Health intendance professionals are increasingly required to base their practice on the best available evidence. In the outset article of the series, I described bones strategies that could be used to search the medical literature.1 After a literature search on a specific clinical question, many articles may be retrieved. The quality of the studies may be variable, and the individual studies might have produced conflicting results. Information technology is therefore important that health intendance decisions are not based solely on i or ii studies without account being taken of the whole range of research information available on that topic.

Health care professionals take always used review manufactures as a source of summarised evidence on a item topic. Review articles in the medical literature take traditionally been in the grade of "narrative reviews" where experts in a particular field provide what is supposed to be a "summary of testify" in that field. Narrative reviews, although all the same very mutual in the medical field, take been criticised because of the loftier risk of bias, and "systematic reviews" are preferred.ii Systematic reviews utilise scientific strategies in ways that limit bias to the assembly, a critical appraisement, and synthesis of relevant studies that address a specific clinical question.ii

THE Problem WITH TRADITIONAL REVIEWS

The validity of a review article depends on its methodological quality. While traditional review articles or narrative reviews tin can be useful when conducted properly, there is testify that they are usually of poor quality. Authors of narrative reviews ofttimes use informal, subjective methods to collect and translate studies and tend to be selective in citing reports that reinforce their preconceived ideas or promote their own views on a topic.3, four They are also rarely explicit well-nigh how they selected, assessed, and analysed the primary studies, thereby not assuasive readers to assess potential bias in the review process. Narrative reviews are therefore often biased, and the recommendations fabricated may be inappropriate.five

WHAT IS A SYSTEMATIC REVIEW?

In dissimilarity to a narrative review, a systematic review is a course of research that provides a summary of medical reports on a specific clinical question, using explicit methods to search, critically assess, and synthesise the world literature systematically.6 Information technology is peculiarly useful in bringing together a number of separately conducted studies, sometimes with conflicting findings, and synthesising their results.
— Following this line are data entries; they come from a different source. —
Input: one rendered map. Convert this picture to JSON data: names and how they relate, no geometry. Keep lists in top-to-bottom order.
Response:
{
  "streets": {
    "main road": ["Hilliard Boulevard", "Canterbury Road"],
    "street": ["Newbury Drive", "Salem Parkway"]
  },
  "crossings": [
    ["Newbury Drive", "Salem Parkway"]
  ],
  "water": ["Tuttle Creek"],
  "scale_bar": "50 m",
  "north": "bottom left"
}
By providing in a clear explicit style a summary of all the studies addressing a specific clinical question,iv systematic reviews let us to take business relationship of the whole range of relevant findings from research on a particular topic, and not just the results of i or two studies. Other advantages of systematic reviews have been discussed by Mulrow.7 They tin be used to establish whether scientific findings are consequent and generalisable across populations, settings, and treatment variations, or whether findings vary significantly past particular subgroups. Moreover, the explicit methods used in systematic reviews limit bias and, hopefully, will meliorate reliability and accuracy of conclusions. For these reasons, systematic reviews of randomised controlled trials (RCTs) are considered to be prove of the highest level in the hierarchy of research designs evaluating effectiveness of interventions.8

METHODOLOGY OF A SYSTEMATIC REVIEW

The demand for rigour in the preparation of a systematic review means that in that location should exist a formal process for its deport. Figure i summarises the process for conducting a systematic review of RCTs.ix This includes a comprehensive, exhaustive search for primary studies on a focused clinical question, pick of studies using clear and reproducible eligibility criteria, critical appraisal of primary studies for quality, and synthesis of results according to a predetermined and explicit method.3, ix

WHAT IS A META-Analysis?

Post-obit a systematic review, information from private studies may be pooled quantitatively and reanalysed using established statistical methods.ten This technique is called meta-assay. The rationale for a meta-analysis is that, by combining the samples of the individual studies, the overall sample size is increased, thereby improving the statistical ability of the assay likewise every bit the precision of the estimates of treatment furnishings.11

Meta-analysis is a two stage procedure.12 The offset stage involves the calculation of a measure of treatment effect with its 95% confidence intervals (CI) for each private report. The summary statistics that are usually used to measure treatment upshot include odds ratios (OR), relative risks (RR), and run a risk differences.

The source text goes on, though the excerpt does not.